According to D.C. fire chief Dennis Rubin, the injured were taken to various hospitals, including Howard University Hospital and Washington Hospital Center. At least 50 were walking wounded, around 14 suffered non-life-threatening injuries, and six suffered critical injuries, he said.

Dr. Johnnie Ford, a Howard University Hospital emergency room physician, told the AP that a 14-year-old girl suffered two broken legs in the accident.
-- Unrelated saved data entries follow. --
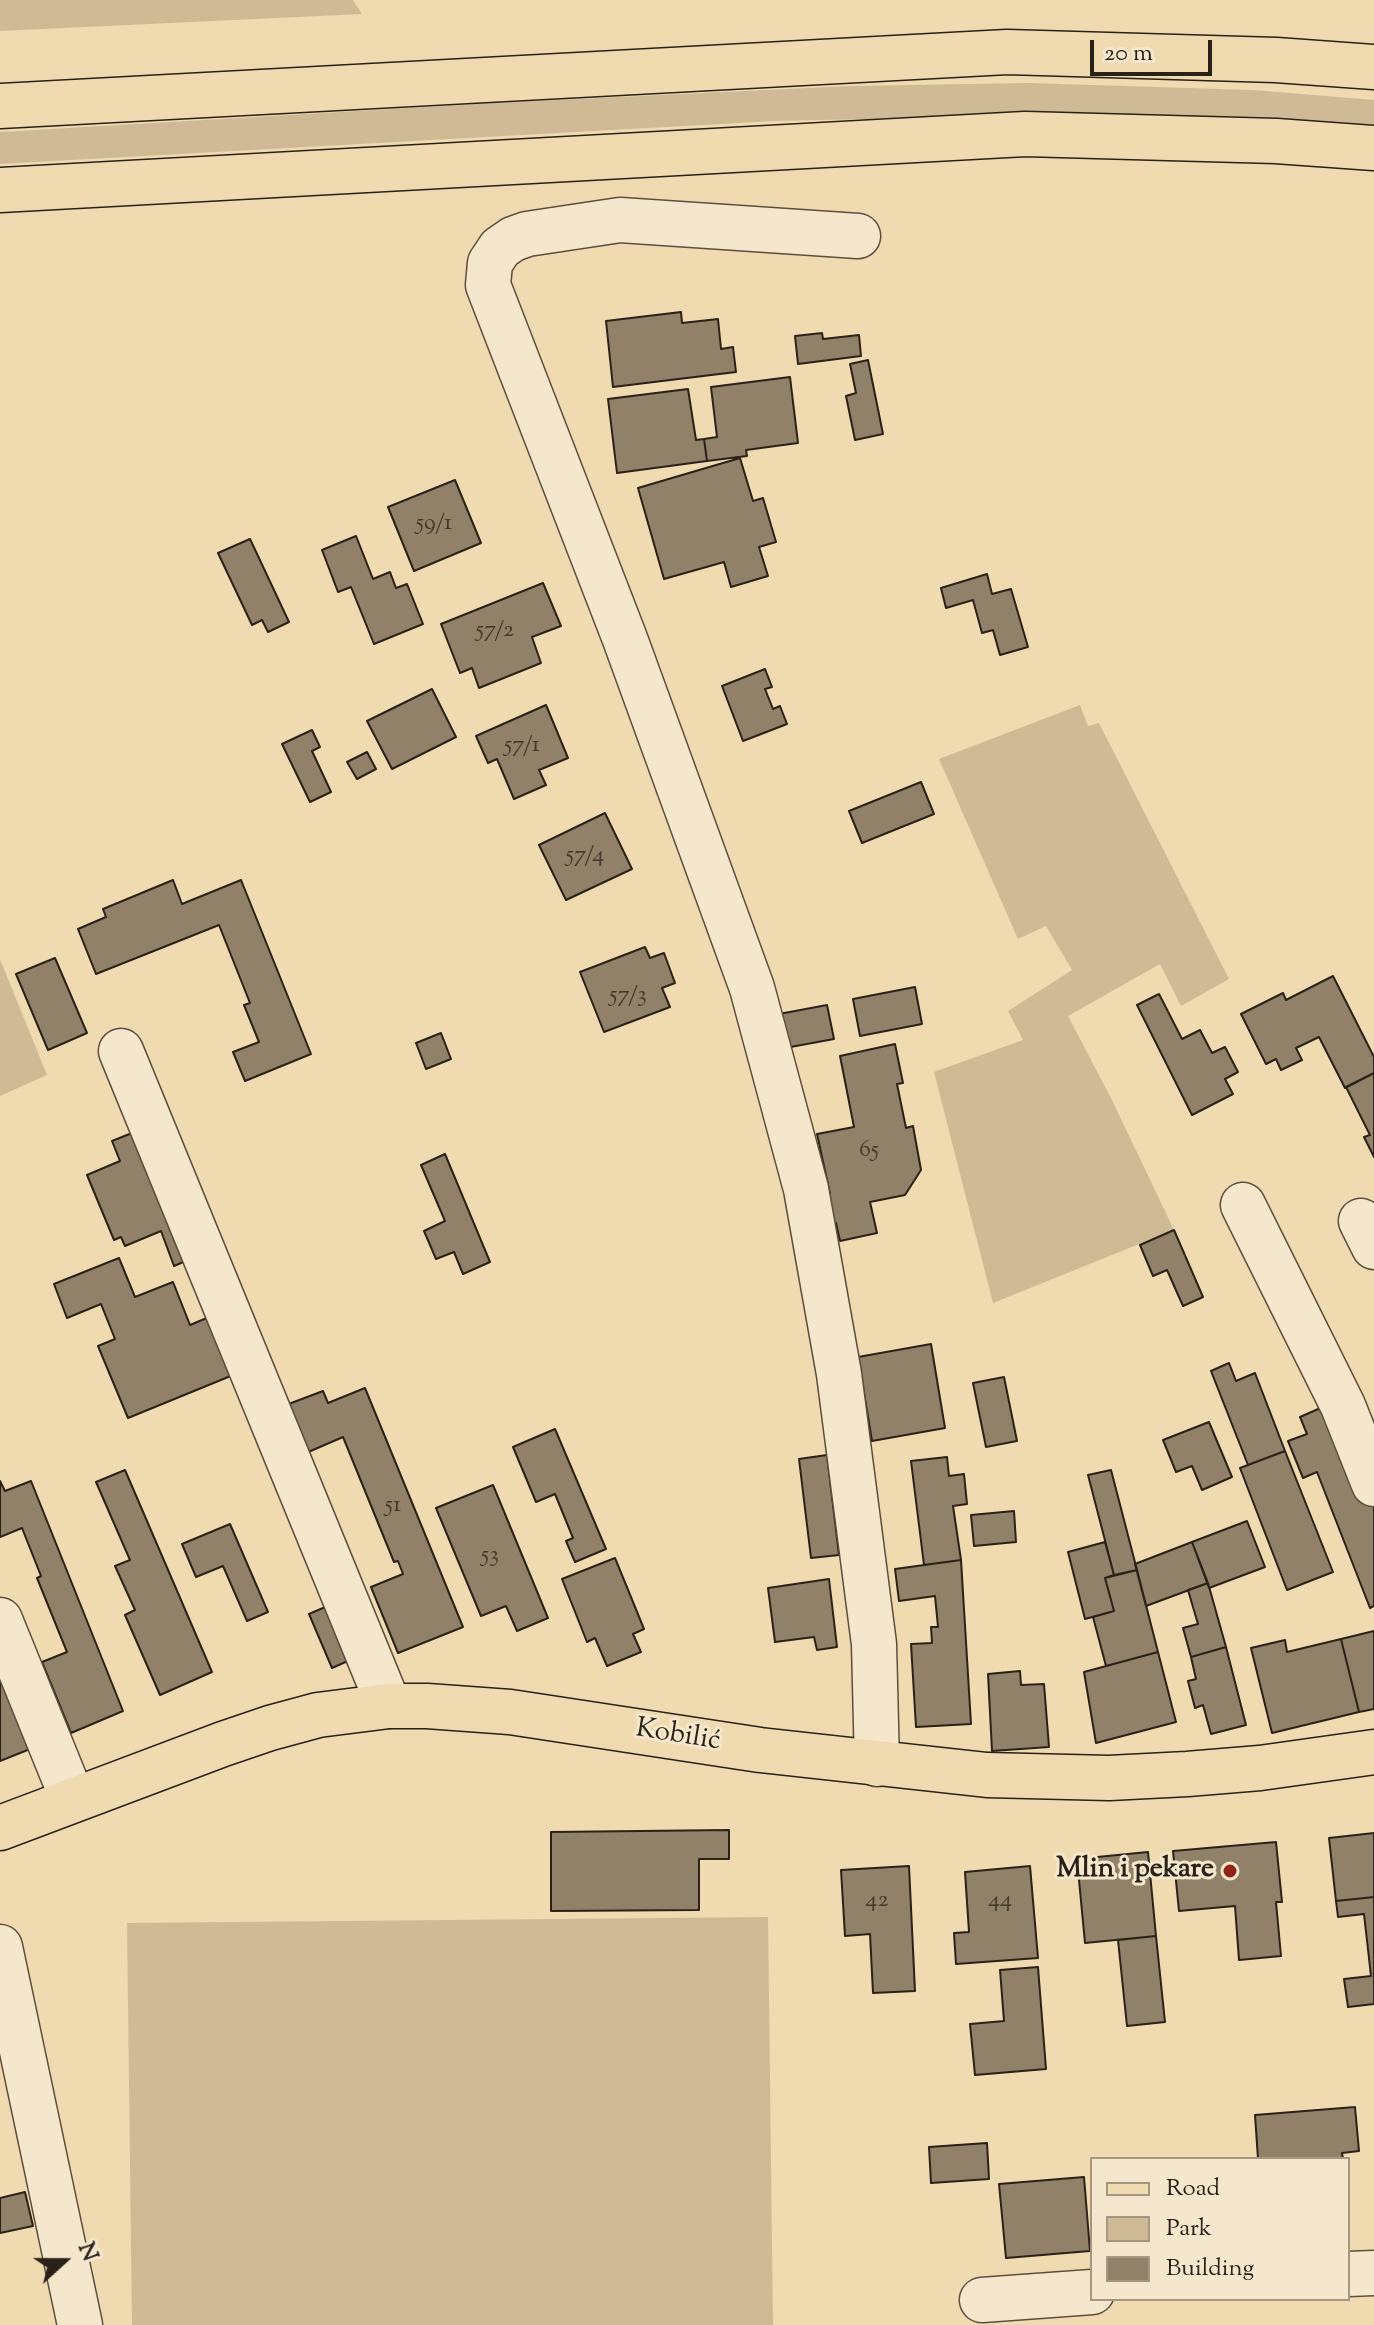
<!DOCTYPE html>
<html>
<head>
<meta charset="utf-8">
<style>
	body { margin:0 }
	#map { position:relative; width:1374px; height:2325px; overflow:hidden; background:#f0dab0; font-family:"Sorts Mill Goudy",serif }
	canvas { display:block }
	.legend { position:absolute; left:1090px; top:2157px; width:260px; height:144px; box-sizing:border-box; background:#f5e7cc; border:2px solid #a49884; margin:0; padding:10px 14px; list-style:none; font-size:24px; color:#2a2119 }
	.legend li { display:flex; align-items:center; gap:16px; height:40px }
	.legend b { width:40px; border:2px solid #a49884 }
	.north { position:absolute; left:24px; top:2221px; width:80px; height:80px; -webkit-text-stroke:6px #f5e7cc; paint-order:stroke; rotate:69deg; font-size:22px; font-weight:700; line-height:32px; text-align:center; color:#2a2119 }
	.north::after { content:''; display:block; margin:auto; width:28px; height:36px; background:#2a2119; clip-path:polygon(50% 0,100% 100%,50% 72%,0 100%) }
	.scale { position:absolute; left:1090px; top:40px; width:122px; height:36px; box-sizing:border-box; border:4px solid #2a2119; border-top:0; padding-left:10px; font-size:24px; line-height:28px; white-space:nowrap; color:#2a2119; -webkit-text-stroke:6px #f5e7cc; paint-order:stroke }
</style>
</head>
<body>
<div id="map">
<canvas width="1374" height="2325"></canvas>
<ul class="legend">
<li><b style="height:10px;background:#f0dab0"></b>Road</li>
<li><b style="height:22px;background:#cebb96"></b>Park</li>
<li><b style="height:22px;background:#918168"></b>Building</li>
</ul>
<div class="north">N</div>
<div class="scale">20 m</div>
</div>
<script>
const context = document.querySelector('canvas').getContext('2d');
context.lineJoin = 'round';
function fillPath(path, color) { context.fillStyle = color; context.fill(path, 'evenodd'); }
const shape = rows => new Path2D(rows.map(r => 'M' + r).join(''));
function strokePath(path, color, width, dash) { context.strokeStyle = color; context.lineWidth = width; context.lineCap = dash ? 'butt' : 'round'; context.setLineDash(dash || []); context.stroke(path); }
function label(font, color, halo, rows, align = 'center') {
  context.font = font + ' "Sorts Mill Goudy",serif'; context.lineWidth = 6; context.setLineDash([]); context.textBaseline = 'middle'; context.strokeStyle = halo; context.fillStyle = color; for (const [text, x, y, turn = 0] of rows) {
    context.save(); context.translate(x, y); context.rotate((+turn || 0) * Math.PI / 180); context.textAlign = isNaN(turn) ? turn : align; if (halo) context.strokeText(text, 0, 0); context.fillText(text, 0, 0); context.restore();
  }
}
const green = shape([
	[0,0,353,0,362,14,0,31],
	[1029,83,1253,90,1374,100,1374,131,1012,116,775,121,0,164,0,132,493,103,849,86],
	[1080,705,1088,726,1099,723,1229,979,1181,1006,1160,964,1068,1016,1112,1100,1174,1230,993,1303,934,1072,1023,1040,1008,1011,1072,970,1046,926,1018,939,939,759],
	[0,959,47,1075,0,1096],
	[768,1917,773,2325,132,2325,127,1923]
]);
const building = shape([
	[681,312,682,323,718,319,721,349,733,347,736,372,613,387,606,321,681,312],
	[822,333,823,339,859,335,861,356,798,364,795,336,822,333],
	[868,360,883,434,855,440,846,396,856,393,850,364,868,360],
	[790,377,798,443,746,450,747,456,707,461,704,439,717,437,711,387,790,377],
	[688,389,696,440,704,439,707,461,617,473,608,399,688,389],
	[740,458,753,501,763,498,776,542,759,547,768,576,731,587,724,562,664,579,638,488,740,458],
	[455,480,481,543,414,571,388,507,455,480],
	[356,536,373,579,390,572,396,588,407,584,423,624,374,644,351,587,338,592,322,550,356,536],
	[250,539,289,622,268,632,262,620,252,625,218,553,250,539],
	[987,574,992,594,1011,589,1028,647,1000,655,993,630,982,633,973,600,946,608,941,588,987,574],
	[543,583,561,626,532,637,541,663,479,688,472,668,460,673,441,624,543,583],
	[765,669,772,687,765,689,773,709,780,706,787,724,743,741,722,686,765,669],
	[432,689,456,737,392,769,367,721,432,689],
	[546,705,568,758,539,770,546,785,514,799,497,759,488,763,476,736,546,705],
	[312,730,320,747,312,751,331,792,310,802,282,744,312,730],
	[367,752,376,769,357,779,347,762,367,752],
	[921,782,934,814,862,843,849,811,921,782],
	[605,813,632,869,566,900,539,845,605,813],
	[173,880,182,904,241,880,311,1054,245,1081,233,1052,259,1042,244,1005,250,1003,219,925,96,974,78,929,106,917,103,909,173,880],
	[645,947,650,958,664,953,675,983,662,988,670,1007,604,1032,580,972,645,947],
	[55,958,87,1033,48,1050,16,974,55,958],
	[1333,976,1374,1057,1374,1073,1345,1088,1319,1037,1296,1048,1302,1060,1281,1070,1276,1059,1266,1064,1241,1014,1283,993,1286,1000,1333,976],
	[915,987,922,1024,860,1036,853,999,915,987],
	[1159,994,1182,1039,1200,1030,1212,1053,1225,1047,1238,1072,1225,1079,1233,1094,1192,1115,1137,1005,1159,994],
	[827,1005,834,1039,785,1048,779,1014,827,1005],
	[441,1033,451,1059,426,1069,416,1043,441,1033],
	[895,1044,903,1083,897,1084,906,1128,913,1126,921,1170,905,1195,870,1202,877,1233,840,1241,836,1223,828,1225,822,1196,830,1194,817,1134,854,1127,840,1056,895,1044],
	[1374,1073,1374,1157,1364,1137,1370,1135,1346,1087,1374,1073],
	[142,1129,195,1257,174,1266,161,1231,125,1246,121,1237,114,1240,87,1175,120,1161,112,1141,142,1129],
	[445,1154,490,1262,463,1274,454,1252,436,1259,424,1231,445,1221,421,1165,445,1154],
	[1174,1230,1203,1297,1183,1306,1167,1270,1153,1276,1140,1245,1174,1230],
	[119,1258,135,1297,173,1282,190,1325,214,1315,238,1373,128,1418,98,1346,115,1339,101,1304,67,1318,54,1284,119,1258],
	[931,1344,945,1428,872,1441,858,1357,931,1344],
	[1229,1363,1236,1381,1255,1373,1285,1451,1248,1465,1211,1371,1229,1363],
	[1004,1377,1017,1441,986,1447,973,1383,1004,1377],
	[365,1388,463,1627,398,1653,371,1587,403,1574,398,1561,394,1562,343,1437,306,1453,286,1405,323,1391,328,1403,365,1388],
	[1325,1406,1345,1435,1374,1508,1374,1606,1370,1608,1317,1472,1303,1478,1288,1441,1307,1434,1300,1417,1325,1406],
	[1209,1422,1232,1477,1202,1490,1192,1466,1176,1472,1163,1440,1209,1422],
	[555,1429,606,1549,575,1562,566,1541,573,1538,555,1494,536,1502,513,1447,555,1429],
	[1285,1451,1333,1572,1287,1590,1240,1468,1285,1451],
	[827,1455,839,1555,811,1558,799,1459,827,1455],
	[947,1457,949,1476,964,1474,967,1504,953,1506,961,1560,924,1565,911,1461,947,1457],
	[125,1470,212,1672,160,1695,125,1615,135,1610,115,1566,130,1560,96,1482,125,1470],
	[1111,1470,1137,1570,1114,1575,1088,1475,1111,1470],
	[0,1481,5,1491,31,1481,123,1711,71,1733,42,1662,67,1652,37,1578,41,1576,22,1528,0,1537,0,1481],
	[493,1485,548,1618,517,1631,506,1606,481,1616,436,1508,493,1485],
	[1014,1511,1016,1542,974,1546,971,1515,1014,1511],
	[1247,1521,1265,1567,1209,1588,1192,1542,1247,1521],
	[230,1524,268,1612,247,1621,223,1566,196,1577,182,1544,230,1524],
	[1105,1542,1114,1575,1105,1578,1114,1611,1085,1619,1068,1552,1105,1542],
	[1192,1542,1208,1583,1146,1606,1135,1564,1192,1542],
	[615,1558,644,1629,633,1634,641,1652,607,1666,595,1638,587,1642,562,1579,615,1558],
	[961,1560,971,1724,916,1727,911,1644,932,1643,931,1627,938,1627,935,1596,899,1601,895,1569,961,1560],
	[1137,1570,1158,1652,1106,1666,1093,1617,1114,1611,1105,1578,1137,1570],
	[829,1579,837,1647,817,1650,814,1637,775,1642,768,1588,829,1579],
	[1208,1583,1226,1647,1191,1657,1183,1628,1198,1624,1188,1590,1208,1583],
	[337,1602,359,1656,332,1668,309,1614,337,1602],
	[1374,1631,1374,1709,1359,1712,1341,1639,1374,1631],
	[1341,1639,1359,1712,1272,1733,1251,1648,1285,1640,1287,1652,1341,1639],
	[0,1643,40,1745,0,1761,0,1643],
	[1226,1647,1246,1725,1211,1734,1203,1705,1195,1708,1188,1681,1196,1679,1191,1657,1226,1647],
	[1158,1652,1176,1722,1096,1743,1084,1672,1158,1652],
	[1020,1671,1021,1685,1044,1684,1049,1747,992,1751,988,1674,1020,1671],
	[729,1830,729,1859,699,1859,699,1910,551,1911,551,1832,729,1830],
	[1374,1833,1374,1897,1336,1901,1329,1838,1374,1833],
	[1276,1842,1282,1902,1276,1902,1281,1956,1239,1960,1235,1906,1179,1911,1173,1851,1276,1842],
	[1148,1852,1156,1936,1085,1943,1077,1859,1148,1852],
	[909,1866,915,1991,873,1993,870,1934,845,1936,841,1870,909,1866],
	[1030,1866,1038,1958,956,1964,954,1933,969,1932,965,1872,1030,1866],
	[1374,1897,1374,2004,1348,2007,1344,1979,1371,1976,1364,1914,1338,1917,1336,1901,1374,1897],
	[1156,1936,1165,2022,1127,2026,1118,1940,1156,1936],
	[1038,1967,1046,2069,975,2075,970,2024,1004,2021,1000,1970,1038,1967],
	[1355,2107,1359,2151,1342,2153,1343,2159,1258,2159,1255,2115,1355,2107],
	[987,2143,989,2179,931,2183,929,2147,987,2143],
	[1084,2177,1090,2251,1006,2258,999,2184,1084,2177],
	[25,2192,33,2226,0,2233,0,2198,25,2192]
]);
const minor = shape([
	[858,236,620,220,527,234,513,239,500,248,490,263,488,285,625,639,752,988,806,1189,839,1374,874,1644,877,1764],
	[121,1051,389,1706],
	[1243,1205,1343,1406,1374,1484],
	[1361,1221,1374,1247],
	[0,1620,73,1800],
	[0,1947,80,2325],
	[1348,2274,1374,2273],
	[982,2300,1092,2292]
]);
const major = shape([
	[0,106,1007,52,1276,60,1374,67],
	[0,190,1025,134,1276,141,1374,148],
	[0,1828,223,1744,270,1728,318,1715,389,1706,427,1706,510,1712,760,1750,987,1775,1109,1778,1187,1774,1260,1768,1374,1752]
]);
const markers = [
	[1230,1871,8,"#8f2418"]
];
const numberNames = [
	["59/1",434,525],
	["57/2",495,632],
	["57/1",522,747],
	["57/4",585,857],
	["57/3",628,997],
	["65",869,1152],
	["51",393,1507],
	["53",490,1557],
	["42",877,1902],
	["44",1000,1902]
];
const streetNames = [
	["Kobilić",678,1737,9]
];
const poiNames = [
	["Mlin i pekare",1214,1871]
];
fillPath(green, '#cebb96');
fillPath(building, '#918168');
strokePath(building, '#2a2119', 2);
strokePath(minor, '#5c4f3f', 47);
strokePath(major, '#2a2119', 47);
strokePath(minor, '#f5e7cc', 44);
strokePath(major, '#f0dab0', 44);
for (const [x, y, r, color] of markers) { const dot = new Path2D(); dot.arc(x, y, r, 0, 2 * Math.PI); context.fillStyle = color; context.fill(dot); strokePath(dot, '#f5e7cc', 3); }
label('24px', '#44392d', null, numberNames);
label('28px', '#2a2119', '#f5e7cc', streetNames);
label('bold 28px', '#2a2119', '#f5e7cc', poiNames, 'right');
</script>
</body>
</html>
Washington, D.C., Police Chief Cathy Lanier advised family members of passengers to call (202) 727-9099 for more information. A secondary number issued by local district officials is (202) 737-4404.

Other Train Accidents

Past accidents on Washington's Metro have included a January 2007 train derailment near the Mt. Vernon Square Station on the green line, in which 23 passengers were transported to local hospitals for treatment and released; a November 2006 accident where a train struck and killed workers in Alexandria, Va.; and a May 2006 accident where a train struck and killed a worker near the Dupont Circle Station.

In November 2004, two trains collided at the Woodley Park-Zoo/Adams Morgan Station, and about 20 people were taken to nearby hospitals.

Elsewhere, a train derailed in Rockford, Ill. earlier this month, prompting the train cars holding flammable ethanol to explode.

Last year, 25 people died in Southern California when a Metrolink commuter train and a freight train collided. The Metrolink train engineer, who died in the head-on collision, was sending text messages just before the accident.

ABC News' Devin Dwyer, Jason Ryan, Jack Date, Bret Hovell, Matt Hosford and The Associated Press contributed to this report.